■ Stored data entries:

........

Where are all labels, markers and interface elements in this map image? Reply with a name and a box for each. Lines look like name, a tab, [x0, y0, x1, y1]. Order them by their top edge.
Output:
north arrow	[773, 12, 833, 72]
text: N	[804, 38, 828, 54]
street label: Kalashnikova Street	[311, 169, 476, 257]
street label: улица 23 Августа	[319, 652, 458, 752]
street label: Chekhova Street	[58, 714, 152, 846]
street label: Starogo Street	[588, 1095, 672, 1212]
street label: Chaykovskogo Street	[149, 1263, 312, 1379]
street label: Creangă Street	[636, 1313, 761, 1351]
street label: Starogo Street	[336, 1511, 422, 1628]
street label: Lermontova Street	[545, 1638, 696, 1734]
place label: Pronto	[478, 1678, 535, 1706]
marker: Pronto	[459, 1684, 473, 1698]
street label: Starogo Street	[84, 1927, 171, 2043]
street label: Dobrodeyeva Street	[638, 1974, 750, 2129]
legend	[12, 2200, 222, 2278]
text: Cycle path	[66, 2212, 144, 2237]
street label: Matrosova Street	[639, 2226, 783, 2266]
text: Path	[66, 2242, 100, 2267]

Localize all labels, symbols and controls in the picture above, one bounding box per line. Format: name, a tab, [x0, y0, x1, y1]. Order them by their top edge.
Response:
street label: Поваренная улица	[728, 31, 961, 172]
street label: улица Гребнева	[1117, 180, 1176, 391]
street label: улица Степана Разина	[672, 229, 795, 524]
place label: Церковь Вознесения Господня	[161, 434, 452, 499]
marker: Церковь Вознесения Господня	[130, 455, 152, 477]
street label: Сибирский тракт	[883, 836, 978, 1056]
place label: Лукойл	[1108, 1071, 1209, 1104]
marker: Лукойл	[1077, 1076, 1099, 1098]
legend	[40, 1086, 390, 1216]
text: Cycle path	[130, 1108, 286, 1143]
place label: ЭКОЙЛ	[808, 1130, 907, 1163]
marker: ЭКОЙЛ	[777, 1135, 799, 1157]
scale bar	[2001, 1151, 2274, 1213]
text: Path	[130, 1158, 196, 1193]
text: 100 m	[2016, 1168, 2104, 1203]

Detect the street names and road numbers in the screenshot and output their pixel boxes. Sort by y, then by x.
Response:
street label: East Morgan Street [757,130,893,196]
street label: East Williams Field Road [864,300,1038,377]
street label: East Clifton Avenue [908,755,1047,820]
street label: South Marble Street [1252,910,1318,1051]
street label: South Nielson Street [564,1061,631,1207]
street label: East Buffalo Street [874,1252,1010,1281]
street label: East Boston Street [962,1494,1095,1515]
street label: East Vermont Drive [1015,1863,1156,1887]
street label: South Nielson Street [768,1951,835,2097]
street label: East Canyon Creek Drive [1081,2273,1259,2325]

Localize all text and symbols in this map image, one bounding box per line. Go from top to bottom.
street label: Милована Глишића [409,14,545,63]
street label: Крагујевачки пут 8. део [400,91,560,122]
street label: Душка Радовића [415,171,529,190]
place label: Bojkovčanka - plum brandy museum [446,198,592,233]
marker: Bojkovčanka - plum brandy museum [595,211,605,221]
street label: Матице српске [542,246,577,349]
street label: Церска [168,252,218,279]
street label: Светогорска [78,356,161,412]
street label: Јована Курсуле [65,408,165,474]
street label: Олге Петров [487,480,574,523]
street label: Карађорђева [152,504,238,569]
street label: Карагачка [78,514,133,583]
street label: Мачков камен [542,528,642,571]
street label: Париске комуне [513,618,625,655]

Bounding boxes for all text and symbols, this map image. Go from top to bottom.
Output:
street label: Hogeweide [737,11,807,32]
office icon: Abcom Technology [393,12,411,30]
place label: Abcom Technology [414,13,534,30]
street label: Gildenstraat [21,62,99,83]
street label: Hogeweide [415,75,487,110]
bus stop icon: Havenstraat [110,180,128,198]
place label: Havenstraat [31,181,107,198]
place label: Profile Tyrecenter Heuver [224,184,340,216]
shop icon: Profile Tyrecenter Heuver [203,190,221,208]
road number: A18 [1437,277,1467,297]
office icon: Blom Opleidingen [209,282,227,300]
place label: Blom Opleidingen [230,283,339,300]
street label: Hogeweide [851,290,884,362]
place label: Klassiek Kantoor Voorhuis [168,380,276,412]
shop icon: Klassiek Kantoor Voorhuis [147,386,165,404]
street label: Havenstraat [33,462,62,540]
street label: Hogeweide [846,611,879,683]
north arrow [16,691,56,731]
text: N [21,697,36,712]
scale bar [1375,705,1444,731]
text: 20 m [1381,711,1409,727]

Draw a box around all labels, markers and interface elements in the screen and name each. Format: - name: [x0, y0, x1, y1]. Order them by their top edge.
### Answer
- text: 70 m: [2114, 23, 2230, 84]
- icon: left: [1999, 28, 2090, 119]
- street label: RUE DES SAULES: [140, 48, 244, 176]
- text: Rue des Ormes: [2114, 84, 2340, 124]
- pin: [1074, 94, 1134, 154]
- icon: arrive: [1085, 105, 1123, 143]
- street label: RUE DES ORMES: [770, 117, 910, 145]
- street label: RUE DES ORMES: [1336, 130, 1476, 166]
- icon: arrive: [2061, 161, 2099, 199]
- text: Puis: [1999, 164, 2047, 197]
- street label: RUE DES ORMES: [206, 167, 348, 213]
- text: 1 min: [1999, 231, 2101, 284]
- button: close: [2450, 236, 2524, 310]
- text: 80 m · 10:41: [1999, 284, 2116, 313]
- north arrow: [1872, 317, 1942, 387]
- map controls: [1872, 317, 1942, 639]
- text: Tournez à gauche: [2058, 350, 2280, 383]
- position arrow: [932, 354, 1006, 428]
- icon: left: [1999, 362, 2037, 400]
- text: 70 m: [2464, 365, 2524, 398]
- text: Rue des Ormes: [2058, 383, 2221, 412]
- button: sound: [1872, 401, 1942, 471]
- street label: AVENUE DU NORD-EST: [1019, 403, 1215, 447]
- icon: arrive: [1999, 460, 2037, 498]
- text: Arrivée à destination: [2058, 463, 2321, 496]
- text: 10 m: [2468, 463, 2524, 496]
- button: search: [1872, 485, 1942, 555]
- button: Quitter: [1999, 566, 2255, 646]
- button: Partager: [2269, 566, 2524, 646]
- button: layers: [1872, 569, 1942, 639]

........

■ What you have to do:
Every record above needs to be restated exactly.

■ Task solution:
Where are all labels, markers and interface elements in this map image? Reply with a name and a box for each. Lines look like name, a tab, [x0, y0, x1, y1]. Order them by their top edge.
Output:
north arrow	[773, 12, 833, 72]
text: N	[804, 38, 828, 54]
street label: Kalashnikova Street	[311, 169, 476, 257]
street label: улица 23 Августа	[319, 652, 458, 752]
street label: Chekhova Street	[58, 714, 152, 846]
street label: Starogo Street	[588, 1095, 672, 1212]
street label: Chaykovskogo Street	[149, 1263, 312, 1379]
street label: Creangă Street	[636, 1313, 761, 1351]
street label: Starogo Street	[336, 1511, 422, 1628]
street label: Lermontova Street	[545, 1638, 696, 1734]
place label: Pronto	[478, 1678, 535, 1706]
marker: Pronto	[459, 1684, 473, 1698]
street label: Starogo Street	[84, 1927, 171, 2043]
street label: Dobrodeyeva Street	[638, 1974, 750, 2129]
legend	[12, 2200, 222, 2278]
text: Cycle path	[66, 2212, 144, 2237]
street label: Matrosova Street	[639, 2226, 783, 2266]
text: Path	[66, 2242, 100, 2267]

Localize all labels, symbols and controls in the picture above, one bounding box per line. Format: name, a tab, [x0, y0, x1, y1]. Order them by their top edge.
Response:
street label: Поваренная улица	[728, 31, 961, 172]
street label: улица Гребнева	[1117, 180, 1176, 391]
street label: улица Степана Разина	[672, 229, 795, 524]
place label: Церковь Вознесения Господня	[161, 434, 452, 499]
marker: Церковь Вознесения Господня	[130, 455, 152, 477]
street label: Сибирский тракт	[883, 836, 978, 1056]
place label: Лукойл	[1108, 1071, 1209, 1104]
marker: Лукойл	[1077, 1076, 1099, 1098]
legend	[40, 1086, 390, 1216]
text: Cycle path	[130, 1108, 286, 1143]
place label: ЭКОЙЛ	[808, 1130, 907, 1163]
marker: ЭКОЙЛ	[777, 1135, 799, 1157]
scale bar	[2001, 1151, 2274, 1213]
text: Path	[130, 1158, 196, 1193]
text: 100 m	[2016, 1168, 2104, 1203]

Detect the street names and road numbers in the screenshot and output their pixel boxes. Sort by y, then by x.
Response:
street label: East Morgan Street [757,130,893,196]
street label: East Williams Field Road [864,300,1038,377]
street label: East Clifton Avenue [908,755,1047,820]
street label: South Marble Street [1252,910,1318,1051]
street label: South Nielson Street [564,1061,631,1207]
street label: East Buffalo Street [874,1252,1010,1281]
street label: East Boston Street [962,1494,1095,1515]
street label: East Vermont Drive [1015,1863,1156,1887]
street label: South Nielson Street [768,1951,835,2097]
street label: East Canyon Creek Drive [1081,2273,1259,2325]

Localize all text and symbols in this map image, one bounding box per line. Go from top to bottom.
street label: Милована Глишића [409,14,545,63]
street label: Крагујевачки пут 8. део [400,91,560,122]
street label: Душка Радовића [415,171,529,190]
place label: Bojkovčanka - plum brandy museum [446,198,592,233]
marker: Bojkovčanka - plum brandy museum [595,211,605,221]
street label: Матице српске [542,246,577,349]
street label: Церска [168,252,218,279]
street label: Светогорска [78,356,161,412]
street label: Јована Курсуле [65,408,165,474]
street label: Олге Петров [487,480,574,523]
street label: Карађорђева [152,504,238,569]
street label: Карагачка [78,514,133,583]
street label: Мачков камен [542,528,642,571]
street label: Париске комуне [513,618,625,655]

Bounding boxes for all text and symbols, this map image. Go from top to bottom.
Output:
street label: Hogeweide [737,11,807,32]
office icon: Abcom Technology [393,12,411,30]
place label: Abcom Technology [414,13,534,30]
street label: Gildenstraat [21,62,99,83]
street label: Hogeweide [415,75,487,110]
bus stop icon: Havenstraat [110,180,128,198]
place label: Havenstraat [31,181,107,198]
place label: Profile Tyrecenter Heuver [224,184,340,216]
shop icon: Profile Tyrecenter Heuver [203,190,221,208]
road number: A18 [1437,277,1467,297]
office icon: Blom Opleidingen [209,282,227,300]
place label: Blom Opleidingen [230,283,339,300]
street label: Hogeweide [851,290,884,362]
place label: Klassiek Kantoor Voorhuis [168,380,276,412]
shop icon: Klassiek Kantoor Voorhuis [147,386,165,404]
street label: Havenstraat [33,462,62,540]
street label: Hogeweide [846,611,879,683]
north arrow [16,691,56,731]
text: N [21,697,36,712]
scale bar [1375,705,1444,731]
text: 20 m [1381,711,1409,727]

Draw a box around all labels, markers and interface elements in the screen and name each. Format: - name: [x0, y0, x1, y1]. Order them by their top edge.
### Answer
- text: 70 m: [2114, 23, 2230, 84]
- icon: left: [1999, 28, 2090, 119]
- street label: RUE DES SAULES: [140, 48, 244, 176]
- text: Rue des Ormes: [2114, 84, 2340, 124]
- pin: [1074, 94, 1134, 154]
- icon: arrive: [1085, 105, 1123, 143]
- street label: RUE DES ORMES: [770, 117, 910, 145]
- street label: RUE DES ORMES: [1336, 130, 1476, 166]
- icon: arrive: [2061, 161, 2099, 199]
- text: Puis: [1999, 164, 2047, 197]
- street label: RUE DES ORMES: [206, 167, 348, 213]
- text: 1 min: [1999, 231, 2101, 284]
- button: close: [2450, 236, 2524, 310]
- text: 80 m · 10:41: [1999, 284, 2116, 313]
- north arrow: [1872, 317, 1942, 387]
- map controls: [1872, 317, 1942, 639]
- text: Tournez à gauche: [2058, 350, 2280, 383]
- position arrow: [932, 354, 1006, 428]
- icon: left: [1999, 362, 2037, 400]
- text: 70 m: [2464, 365, 2524, 398]
- text: Rue des Ormes: [2058, 383, 2221, 412]
- button: sound: [1872, 401, 1942, 471]
- street label: AVENUE DU NORD-EST: [1019, 403, 1215, 447]
- icon: arrive: [1999, 460, 2037, 498]
- text: Arrivée à destination: [2058, 463, 2321, 496]
- text: 10 m: [2468, 463, 2524, 496]
- button: search: [1872, 485, 1942, 555]
- button: Quitter: [1999, 566, 2255, 646]
- button: Partager: [2269, 566, 2524, 646]
- button: layers: [1872, 569, 1942, 639]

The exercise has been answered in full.